Oftentimes, it can be advantageous to create small application helpers in assembly language to decrease codespace and increase execution speed of the overall program. An example of this would be the transfer of characters to a FIFO (First-In, First-Out) storage buffer for transmission over a serial port. This simple action could be performed by an assembly language driver which would execute much quicker than coding it in C. The following discussion outlines a method of interfacing a C program with an assembly language subroutine.
The first step in creating the assembly language code for the driver is
to determine how to pass the C arguments to the assembly language
routine. The cc65 toolset allows the user to specify whether the data
is passed to a subroutine via the stack or by the processor registers by
using the __fastcall__
function declaration (note that there
are two underscore characters in front of and two behind the
fastcall
declaration). When __fastcall__
is
specified, the rightmost argument in the function call is passed to the
subroutine using the 6502 registers instead of the stack. Note that if
there is only one argument in the function call, the execution overhead
required by the stack interface routines is completely avoided.
Without __fastcall__
, the argument is loaded in the A and X
registers and then pushed onto the stack via a call to pushax
.
The first thing the subroutine does is retrieve the argument from the
stack via a call to ldax0sp
, which copies the values into the A
and X. When the subroutine is finished, the values on the stack must be
popped off and discarded via a jump to incsp2
, which includes
the RTS subroutine return command. This is shown in the following code
sample.
Calling sequence:
lda #<(L0001) ; Load A with the high order byte
ldx #>(L0001) ; Load X with the low order byte
jsr pushax ; Push A and X onto the stack
jsr _foo ; Call foo, i.e., foo (arg)
Subroutine code:
_foo: jsr ldax0sp ; Retrieve A and X from the stack
sta ptr ; Store A in ptr
stx ptr+1 ; Store X in ptr+1
... ; (more subroutine code goes here)
jmp incsp2 ; Pop A and X from the stack (includes return)
If __fastcall__
is specified, the argument is loaded into the A
and X registers as before, but the subroutine is then called
immediately. The subroutine does not need to retrieve the argument
since the value is already available in the A and X registers.

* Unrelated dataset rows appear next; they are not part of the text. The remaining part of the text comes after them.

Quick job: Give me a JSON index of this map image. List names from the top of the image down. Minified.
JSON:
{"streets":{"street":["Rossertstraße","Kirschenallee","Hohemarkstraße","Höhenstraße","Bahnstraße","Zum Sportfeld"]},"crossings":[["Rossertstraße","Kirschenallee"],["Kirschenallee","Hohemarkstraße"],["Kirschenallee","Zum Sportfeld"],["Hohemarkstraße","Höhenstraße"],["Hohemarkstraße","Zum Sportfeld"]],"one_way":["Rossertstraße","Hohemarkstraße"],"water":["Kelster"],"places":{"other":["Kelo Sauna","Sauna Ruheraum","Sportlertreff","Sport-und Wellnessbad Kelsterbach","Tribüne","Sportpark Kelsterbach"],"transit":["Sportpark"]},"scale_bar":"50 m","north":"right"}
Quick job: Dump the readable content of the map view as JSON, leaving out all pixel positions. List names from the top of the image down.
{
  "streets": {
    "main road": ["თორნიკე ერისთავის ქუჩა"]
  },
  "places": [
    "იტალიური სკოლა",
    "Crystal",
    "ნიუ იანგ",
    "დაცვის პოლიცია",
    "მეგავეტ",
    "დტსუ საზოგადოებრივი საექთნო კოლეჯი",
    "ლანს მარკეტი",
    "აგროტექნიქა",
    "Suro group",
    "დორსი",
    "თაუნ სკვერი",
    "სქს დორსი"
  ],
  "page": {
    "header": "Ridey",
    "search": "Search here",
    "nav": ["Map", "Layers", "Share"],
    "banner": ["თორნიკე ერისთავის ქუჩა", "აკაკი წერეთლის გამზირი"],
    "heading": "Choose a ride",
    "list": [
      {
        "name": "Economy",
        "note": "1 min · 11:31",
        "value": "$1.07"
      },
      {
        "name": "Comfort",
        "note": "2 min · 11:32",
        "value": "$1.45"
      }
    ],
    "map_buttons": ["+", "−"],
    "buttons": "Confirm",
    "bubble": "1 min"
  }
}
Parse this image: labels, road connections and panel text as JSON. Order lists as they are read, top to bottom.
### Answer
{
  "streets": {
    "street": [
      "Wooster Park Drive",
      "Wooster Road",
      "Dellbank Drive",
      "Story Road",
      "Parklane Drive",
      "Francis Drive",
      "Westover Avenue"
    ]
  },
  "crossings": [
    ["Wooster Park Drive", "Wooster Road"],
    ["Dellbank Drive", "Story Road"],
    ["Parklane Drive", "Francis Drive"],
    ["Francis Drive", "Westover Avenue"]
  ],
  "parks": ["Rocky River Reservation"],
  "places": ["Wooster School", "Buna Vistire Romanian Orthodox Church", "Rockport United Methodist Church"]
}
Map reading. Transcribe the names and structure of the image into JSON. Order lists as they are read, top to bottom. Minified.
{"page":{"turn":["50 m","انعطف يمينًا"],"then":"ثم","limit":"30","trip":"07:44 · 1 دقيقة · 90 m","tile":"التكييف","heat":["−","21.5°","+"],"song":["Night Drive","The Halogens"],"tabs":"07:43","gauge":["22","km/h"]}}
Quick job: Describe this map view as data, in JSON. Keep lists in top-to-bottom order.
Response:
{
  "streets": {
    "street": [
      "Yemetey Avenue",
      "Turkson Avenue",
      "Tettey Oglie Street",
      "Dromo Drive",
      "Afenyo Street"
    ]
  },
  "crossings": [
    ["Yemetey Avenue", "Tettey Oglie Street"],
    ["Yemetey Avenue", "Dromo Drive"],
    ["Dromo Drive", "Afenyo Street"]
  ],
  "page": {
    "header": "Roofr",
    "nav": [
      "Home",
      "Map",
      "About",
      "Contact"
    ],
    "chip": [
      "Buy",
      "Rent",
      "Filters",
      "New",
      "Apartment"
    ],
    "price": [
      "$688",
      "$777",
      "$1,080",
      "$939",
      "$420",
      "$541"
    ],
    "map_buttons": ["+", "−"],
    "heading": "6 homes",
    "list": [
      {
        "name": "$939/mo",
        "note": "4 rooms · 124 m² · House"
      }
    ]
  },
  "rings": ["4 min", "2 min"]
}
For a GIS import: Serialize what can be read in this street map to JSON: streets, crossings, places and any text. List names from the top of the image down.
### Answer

Furthermore, the subroutine can be terminated with an RTS statement
since there is no stack cleanup which needs to be performed. This is
shown in the following code sample.
Calling sequence:
lda #<(L0001) ; Load A with the high order byte
ldx #>(L0001) ; Load X with the low order byte
jsr _foo ; Call foo, i.e., foo (arg)
Subroutine code:
_foo: sta ptr ; Store A in ptr
stx ptr+1 ; Store X in ptr+1
... ; (more subroutine code goes here)
rts ; Return from subroutine
The hardware driver in this example writes a string of character data to a hardware FIFO located at memory location $1000. Each character is read and is compared to the C string termination value ($00), which will terminate the loop. All other character data is written to the FIFO. For convenience, a carriage return/line feed sequence is automatically appended to the serial stream. The driver defines a local pointer variable which is stored in the zero page memory space in order to allow for retrieval of each character in the string via the indirect indexed addressing mode.
The assembly language routine is stored in a file names "rs232_tx.s" and is shown below:
; ---------------------------------------------------------------------------
; rs232_tx.s
; ---------------------------------------------------------------------------
;
; Write a string to the transmit UART FIFO
.export _rs232_tx
.exportzp _rs232_data: near
.define TX_FIFO $1000 ; Transmit FIFO memory location
.zeropage
_rs232_data: .res 2, $00 ; Reserve a local zero page pointer
.segment "CODE"
.proc _rs232_tx: near
; ---------------------------------------------------------------------------
; Store pointer to zero page memory and load first character
sta _rs232_data ; Set zero page pointer to string address
stx _rs232_data+1 ; (pointer passed in via the A/X registers)
ldy #00 ; Initialize Y to 0
lda (_rs232_data) ; Load first character
; ---------------------------------------------------------------------------
; Main loop: read data and store to FIFO until \0 is encountered
loop: sta TX_FIFO ; Loop: Store character in FIFO
iny ; Increment Y index
lda (_rs232_data),y ; Get next character
bne loop ; If character == 0, exit loop
; ---------------------------------------------------------------------------
; Append CR/LF to output stream and return
lda #$0D ; Store CR
sta TX_FIFO
lda #$0A ; Store LF
sta TX_FIFO
rts ; Return
.endproc